Would you write out the entries below word for word, omitting the pictures?
***** Dataset records *****
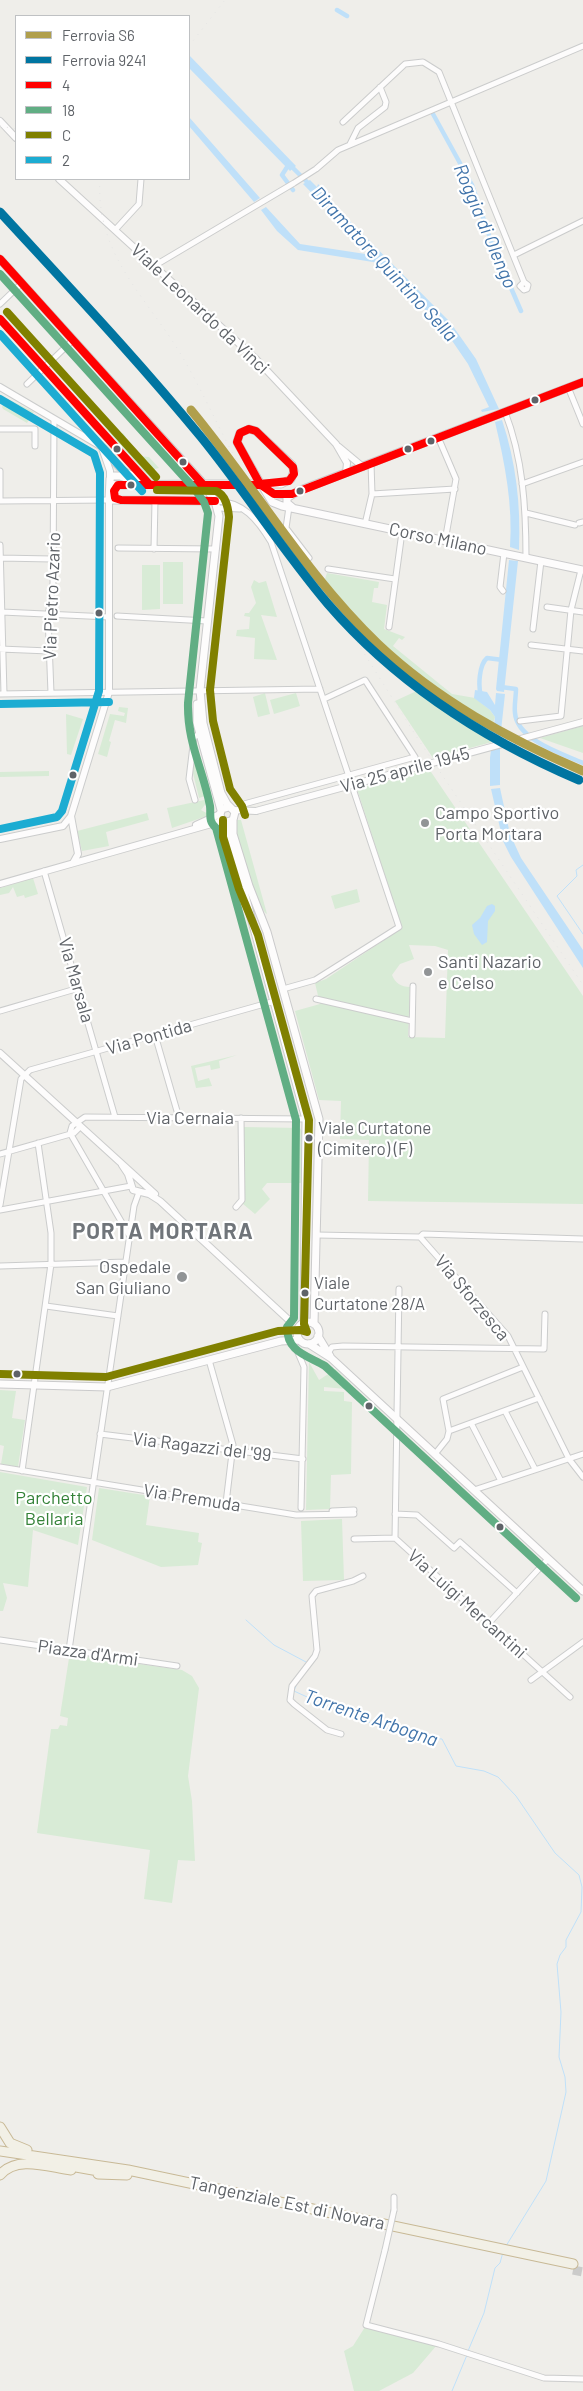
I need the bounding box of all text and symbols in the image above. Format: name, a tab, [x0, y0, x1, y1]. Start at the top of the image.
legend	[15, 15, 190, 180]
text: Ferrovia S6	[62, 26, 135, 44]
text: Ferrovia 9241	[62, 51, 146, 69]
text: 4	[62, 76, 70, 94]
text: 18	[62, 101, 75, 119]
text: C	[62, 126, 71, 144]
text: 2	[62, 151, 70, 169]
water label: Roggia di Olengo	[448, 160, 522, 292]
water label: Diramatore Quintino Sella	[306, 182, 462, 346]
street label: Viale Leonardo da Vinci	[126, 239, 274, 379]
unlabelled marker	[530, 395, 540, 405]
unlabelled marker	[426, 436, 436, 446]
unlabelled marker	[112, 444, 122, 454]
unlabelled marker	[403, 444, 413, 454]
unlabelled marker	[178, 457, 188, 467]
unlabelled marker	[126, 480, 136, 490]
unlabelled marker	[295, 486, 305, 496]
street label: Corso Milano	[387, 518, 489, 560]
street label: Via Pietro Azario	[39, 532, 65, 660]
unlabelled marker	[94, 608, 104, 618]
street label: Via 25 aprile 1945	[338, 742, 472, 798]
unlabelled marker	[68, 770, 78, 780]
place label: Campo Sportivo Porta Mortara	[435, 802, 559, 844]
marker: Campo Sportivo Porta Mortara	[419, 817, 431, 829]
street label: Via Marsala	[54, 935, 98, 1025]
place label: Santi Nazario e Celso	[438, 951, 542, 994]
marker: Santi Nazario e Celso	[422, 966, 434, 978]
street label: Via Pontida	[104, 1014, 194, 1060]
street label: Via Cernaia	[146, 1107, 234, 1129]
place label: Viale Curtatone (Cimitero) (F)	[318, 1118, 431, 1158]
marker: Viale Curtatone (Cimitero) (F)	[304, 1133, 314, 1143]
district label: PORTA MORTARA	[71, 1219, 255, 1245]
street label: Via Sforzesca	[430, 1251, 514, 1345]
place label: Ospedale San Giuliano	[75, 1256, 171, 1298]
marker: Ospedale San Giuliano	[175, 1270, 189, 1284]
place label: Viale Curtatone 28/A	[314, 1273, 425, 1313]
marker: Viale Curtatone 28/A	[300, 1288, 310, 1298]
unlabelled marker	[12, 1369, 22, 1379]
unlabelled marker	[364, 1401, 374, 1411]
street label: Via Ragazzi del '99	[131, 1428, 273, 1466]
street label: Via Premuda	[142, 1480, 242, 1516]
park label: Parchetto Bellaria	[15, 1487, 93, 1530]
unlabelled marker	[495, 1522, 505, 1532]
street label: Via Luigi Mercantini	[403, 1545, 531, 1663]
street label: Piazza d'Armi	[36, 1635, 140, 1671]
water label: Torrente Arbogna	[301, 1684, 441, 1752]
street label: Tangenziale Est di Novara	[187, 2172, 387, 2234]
*****
● Answer section
I need the bounding box of all text and symbols in the image above. Format: name, a tab, [x0, y0, x1, y1]. Start at the top of the image.
legend	[15, 15, 190, 180]
text: Ferrovia S6	[62, 26, 135, 44]
text: Ferrovia 9241	[62, 51, 146, 69]
text: 4	[62, 76, 70, 94]
text: 18	[62, 101, 75, 119]
text: C	[62, 126, 71, 144]
text: 2	[62, 151, 70, 169]
water label: Roggia di Olengo	[448, 160, 522, 292]
water label: Diramatore Quintino Sella	[306, 182, 462, 346]
street label: Viale Leonardo da Vinci	[126, 239, 274, 379]
unlabelled marker	[530, 395, 540, 405]
unlabelled marker	[426, 436, 436, 446]
unlabelled marker	[112, 444, 122, 454]
unlabelled marker	[403, 444, 413, 454]
unlabelled marker	[178, 457, 188, 467]
unlabelled marker	[126, 480, 136, 490]
unlabelled marker	[295, 486, 305, 496]
street label: Corso Milano	[387, 518, 489, 560]
street label: Via Pietro Azario	[39, 532, 65, 660]
unlabelled marker	[94, 608, 104, 618]
street label: Via 25 aprile 1945	[338, 742, 472, 798]
unlabelled marker	[68, 770, 78, 780]
place label: Campo Sportivo Porta Mortara	[435, 802, 559, 844]
marker: Campo Sportivo Porta Mortara	[419, 817, 431, 829]
street label: Via Marsala	[54, 935, 98, 1025]
place label: Santi Nazario e Celso	[438, 951, 542, 994]
marker: Santi Nazario e Celso	[422, 966, 434, 978]
street label: Via Pontida	[104, 1014, 194, 1060]
street label: Via Cernaia	[146, 1107, 234, 1129]
place label: Viale Curtatone (Cimitero) (F)	[318, 1118, 431, 1158]
marker: Viale Curtatone (Cimitero) (F)	[304, 1133, 314, 1143]
district label: PORTA MORTARA	[71, 1219, 255, 1245]
street label: Via Sforzesca	[430, 1251, 514, 1345]
place label: Ospedale San Giuliano	[75, 1256, 171, 1298]
marker: Ospedale San Giuliano	[175, 1270, 189, 1284]
place label: Viale Curtatone 28/A	[314, 1273, 425, 1313]
marker: Viale Curtatone 28/A	[300, 1288, 310, 1298]
unlabelled marker	[12, 1369, 22, 1379]
unlabelled marker	[364, 1401, 374, 1411]
street label: Via Ragazzi del '99	[131, 1428, 273, 1466]
street label: Via Premuda	[142, 1480, 242, 1516]
park label: Parchetto Bellaria	[15, 1487, 93, 1530]
unlabelled marker	[495, 1522, 505, 1532]
street label: Via Luigi Mercantini	[403, 1545, 531, 1663]
street label: Piazza d'Armi	[36, 1635, 140, 1671]
water label: Torrente Arbogna	[301, 1684, 441, 1752]
street label: Tangenziale Est di Novara	[187, 2172, 387, 2234]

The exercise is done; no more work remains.